Solar & Battery Storage Can Be A Boon For Affordable Housing

Sign up for daily news updates from CleanTechnica on email. Or follow us on Google News!

Originally published on Solar Love.

A report published by the clean energy group called Resilience for Free has made some key points we might not consider that often when it comes to solar power and energy storage in the form of batteries.

HurricaneSANDYCheltenhamSolar and battery systems generally have been purchased by people or companies that are able to make these investments, but the benefits can also be experienced by those of lesser means, such as residents of affordable housing developments, “Solar-plus-storage systems can power a building’s essential electricity loads during outages as well as enable low-income housing developers to generate significant electric-bill savings by reducing utility demand charges and generating revenue by providing valuable grid services.”

The most vulnerable can benefit too. People whose lives depend on electricity are more impacted during blackouts or other electricity disruptions. For example, people who can’t move without electric carts, such as individuals who can’t use their legs or some of the elderly. Imagine being stuck at home with no electricity and a dead battery in your electric cart. You couldn’t go anywhere and there would be no way to re-charge it.

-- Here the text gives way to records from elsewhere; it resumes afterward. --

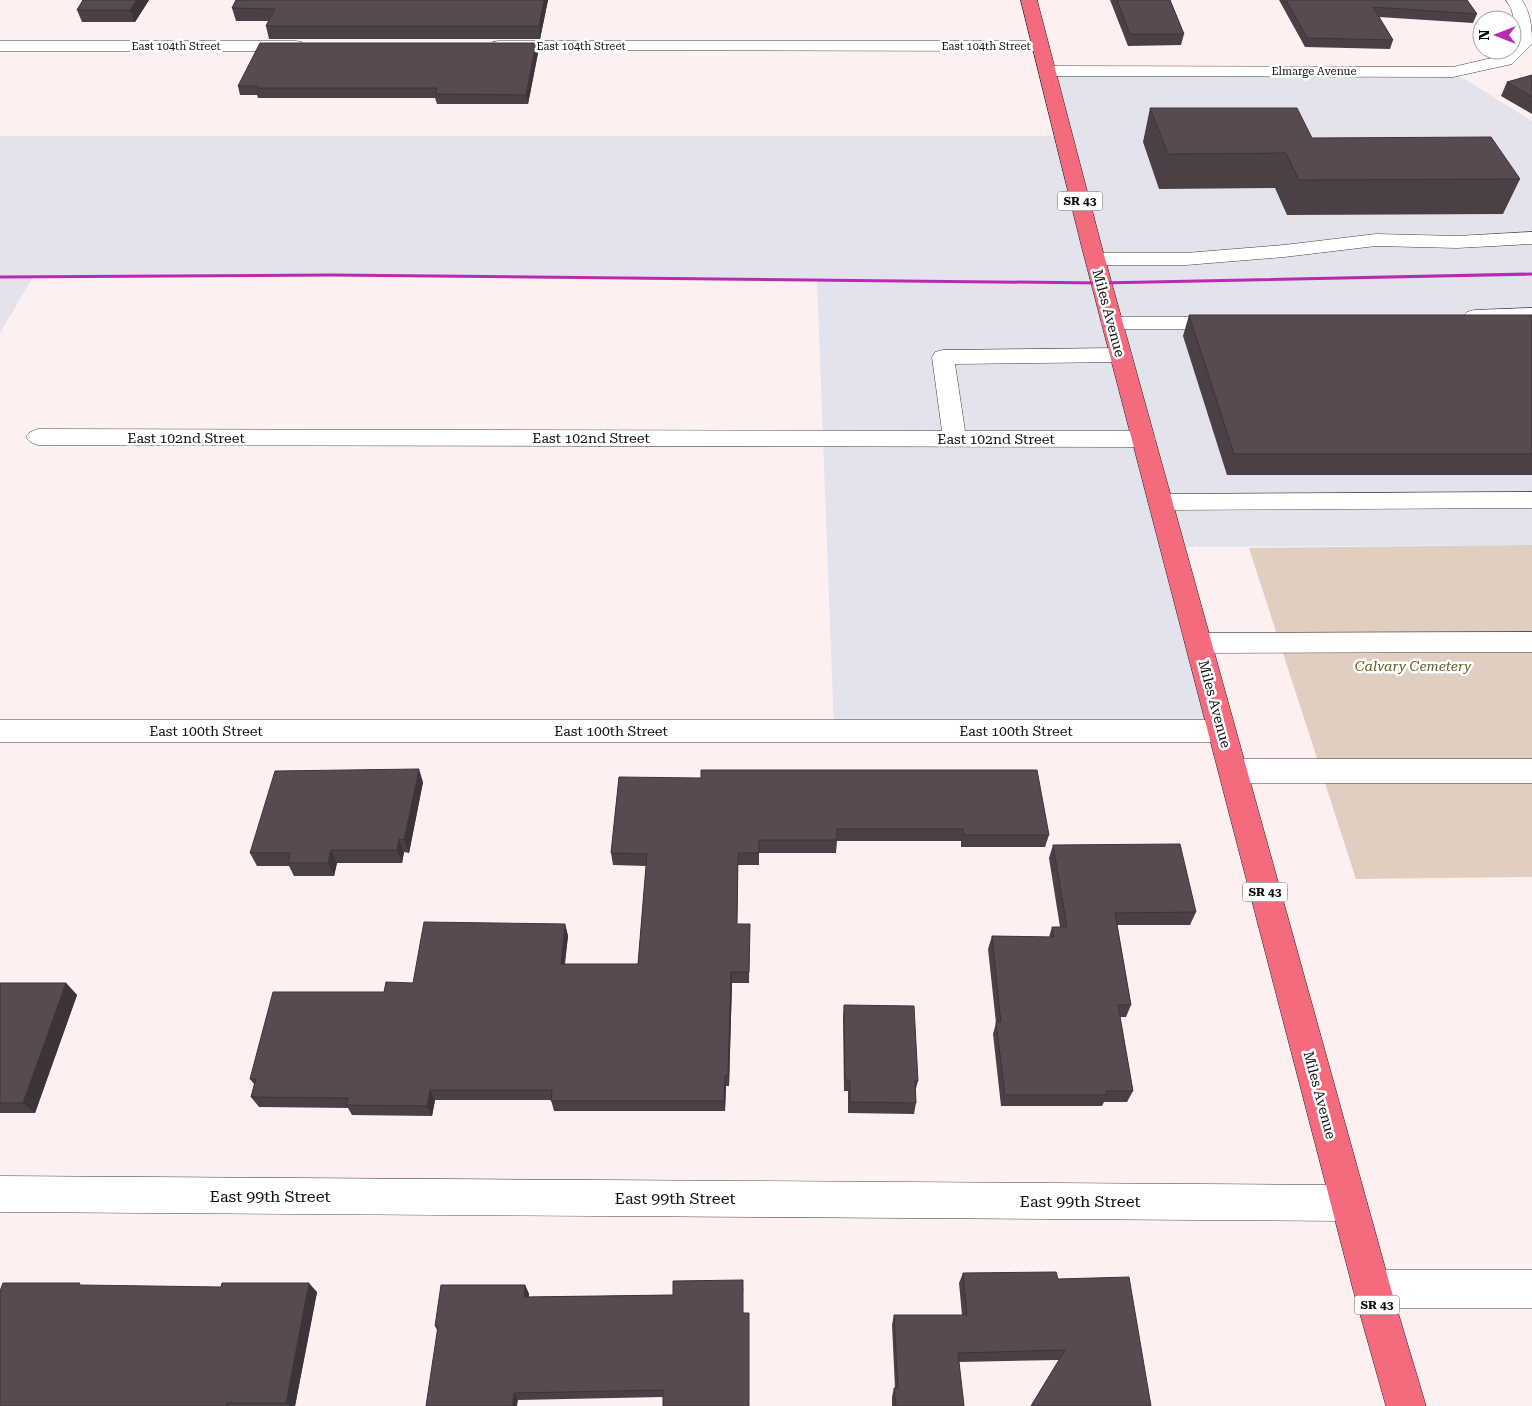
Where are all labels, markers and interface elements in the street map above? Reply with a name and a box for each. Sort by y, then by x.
north arrow [1472,10,1522,60]
text: N [1476,29,1492,40]
street label: East 104th Street [131,40,221,53]
street label: East 104th Street [536,40,626,53]
street label: East 104th Street [941,40,1031,53]
street label: Elmarge Avenue [1271,65,1357,78]
road number: SR 43 [1058,192,1102,210]
street label: Miles Avenue [1090,267,1128,359]
street label: East 102nd Street [127,430,245,446]
street label: East 102nd Street [532,430,650,446]
street label: East 102nd Street [937,431,1055,447]
street label: Miles Avenue [1196,658,1234,750]
park label: Calvary Cemetery [1355,658,1472,674]
street label: East 100th Street [149,723,263,739]
street label: East 100th Street [554,723,668,739]
street label: East 100th Street [959,723,1073,739]
road number: SR 43 [1242,882,1288,902]
street label: Miles Avenue [1301,1049,1339,1141]
street label: East 99th Street [210,1187,330,1206]
street label: East 99th Street [615,1189,735,1208]
street label: East 99th Street [1020,1192,1140,1211]
road number: SR 43 [1354,1296,1400,1314]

If your health and life depend on taking refrigerated medications on a regular basis, they may spoil during a blackout and become unusable.

The report points out that there is a solution today, “Solar photovoltaics (PV) and battery storage systems (“solar+storage”) can help them now. These technologies can provide reliable power for a range of critical facilities and essential building service loads. They can power water booster pumps, lighting, telecommunications, fire alarms and security cameras, elevators, and climate controls. They can mean the difference between safety and harm, protection and tragedy, dangerous evacuation or sheltering in place when outages occur.”

This is to say that PV solar power coupled with battery systems can be more effective than having to use diesel generators, because no liquid fuel is required. Diesel generators also can be loud and produce air pollution. Even more troubling, diesel exhaust has been linked to lung cancer by some research. During an emergency situation like SuperStorm Sandy, of course it would better to generate some electricity using diesel generators if that was the only means available, than to have no electricity. The use would be short-term, so the diesel soot exposure would not be extensive.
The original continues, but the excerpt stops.